Автор: Bloomberg Businessweek

Жанр: Бизнес

Издательство: «Bloomberg Businessweek»

Формат: PDF (журнал на английском языке)

Качество: OCR

Количество страниц: 80

THE TECH ISSUE

In this historic election year, it’s clearer than ever that the technology industry is playing a key role in the geopolitics and policymaking that shape our world. This edition of our annual — Tech Issue looks at how the industry is wielding power in these spheres, who stands to win big, and what that means for the rest of us. Sometimes it’s a surge of construction jobs in America’s heartland. Other timesit’s afresh crop of get-rich-quick schemes on the blockchain. But when all else fails, it’d be nice if the car stereo just worked.

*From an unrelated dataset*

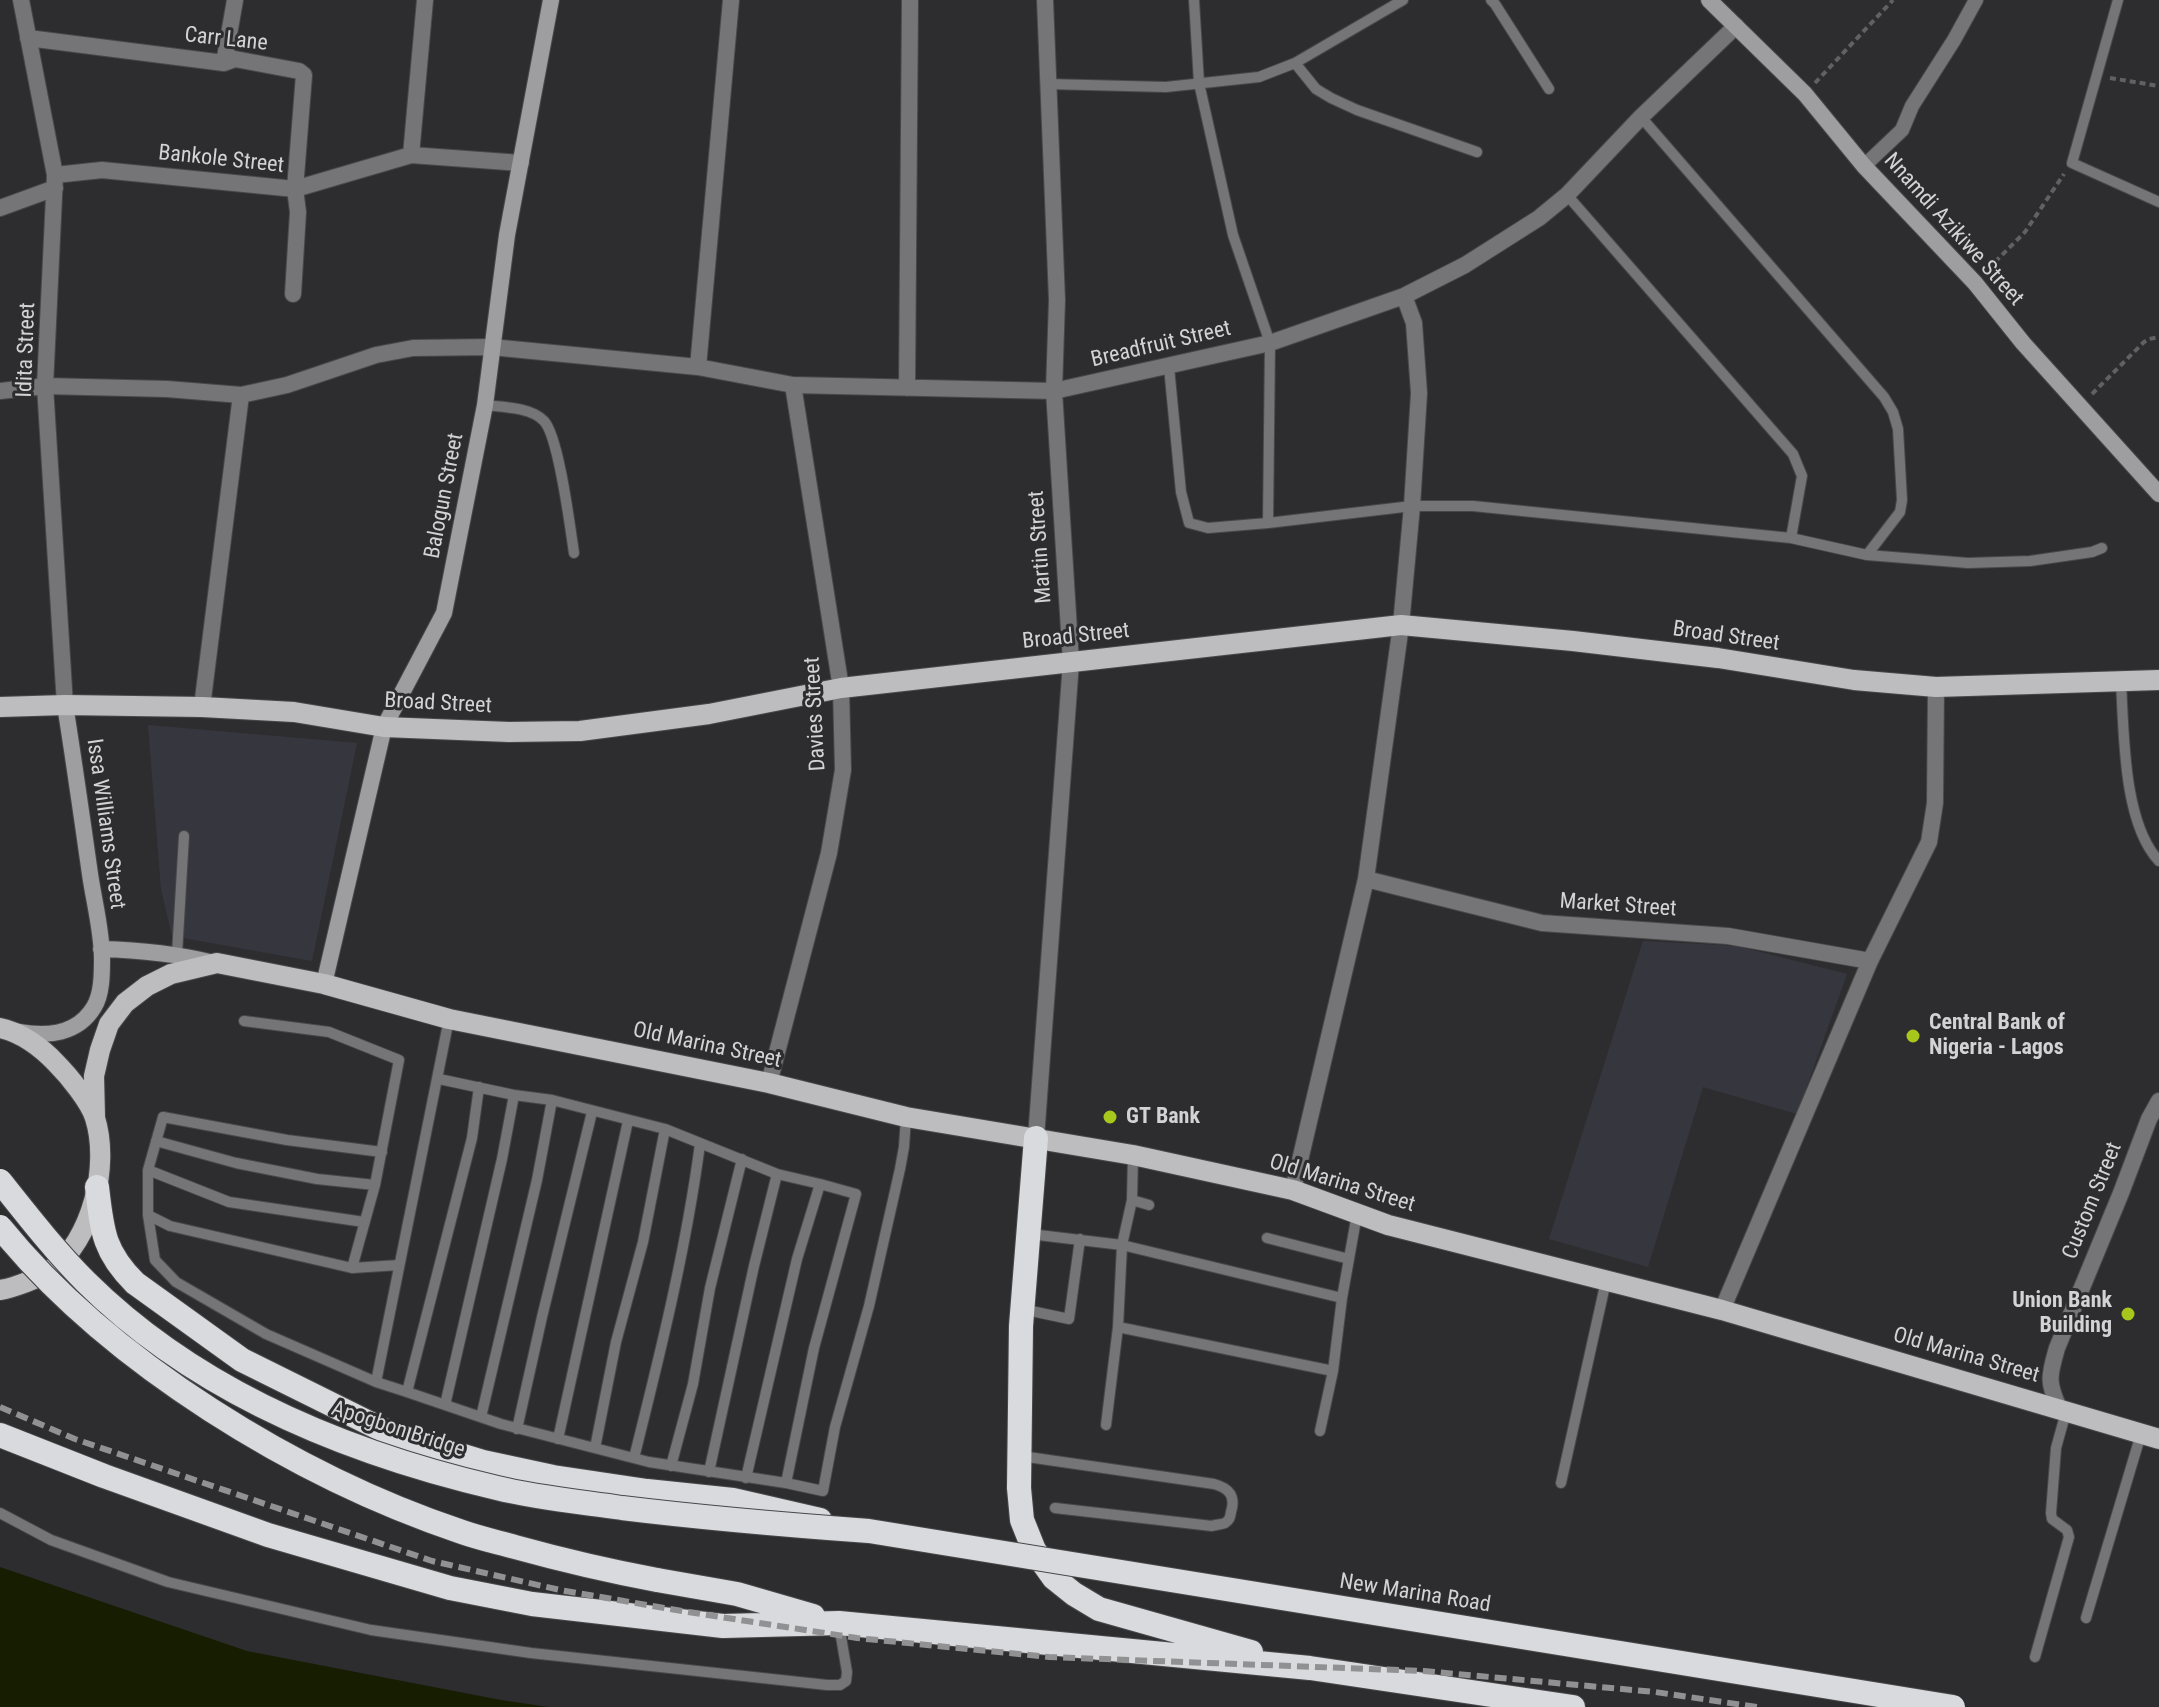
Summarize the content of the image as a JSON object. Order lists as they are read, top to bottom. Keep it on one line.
{"streets":{"highway":["Apogbon Bridge","New Marina Road"],"main road":["Nnamdi Azikiwe Street","Balogun Street","Broad Street","Issa Williams Street","Old Marina Street"],"street":["Carr Lane","Bankole Street","Breadfruit Street","Idita Street","Martin Street","Davies Street","Market Street","Custom Street"]},"crossings":[["Carr Lane","Bankole Street"],["Carr Lane","Idita Street"],["Bankole Street","Idita Street"],["Bankole Street","Balogun Street"],["Nnamdi Azikiwe Street","Breadfruit Street"],["Breadfruit Street","Idita Street"],["Breadfruit Street","Balogun Street"],["Breadfruit Street","Martin Street"],["Breadfruit Street","Davies Street"],["Idita Street","Broad Street"],["Idita Street","Issa Williams Street"],["Balogun Street","Broad Street"],["Balogun Street","Old Marina Street"],["Martin Street","Broad Street"],["Martin Street","Old Marina Street"],["Broad Street","Davies Street"],["Broad Street","Issa Williams Street"],["Davies Street","Old Marina Street"],["Issa Williams Street","Old Marina Street"],["Old Marina Street","Custom Street"],["Apogbon Bridge","New Marina Road"]],"places":["Central Bank of Nigeria - Lagos","GT Bank","Union Bank Building"]}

A FEW MONTHS AGO, A TUGBOAT SET off from New Orleans, pushing a barge up the Mississippi River. It moved northward through the Deep South and then cut east, past Indiana farmland along the Ohio River. The barge was carrying a cold box for a gigantic air separation unit, a piece of industrial equipment that pulls nitrogen from the atmosphere for use in manufacturing. The cargo was so big that transporting it through Cincinnati, where container ships usually unload in southern Ohio, was impractical. At 270 feet long, 19 feet wide and 24 feet tall, it wouldn’t fit under the highway overpasses near the port. So the boat floated 75 miles or so upriver before stopping at an abandoned dock just outside the tiny village of Manchester. For weeks now, it’s been sitting by the bank, waiting for the final leg of its journey, set to begin later this spring.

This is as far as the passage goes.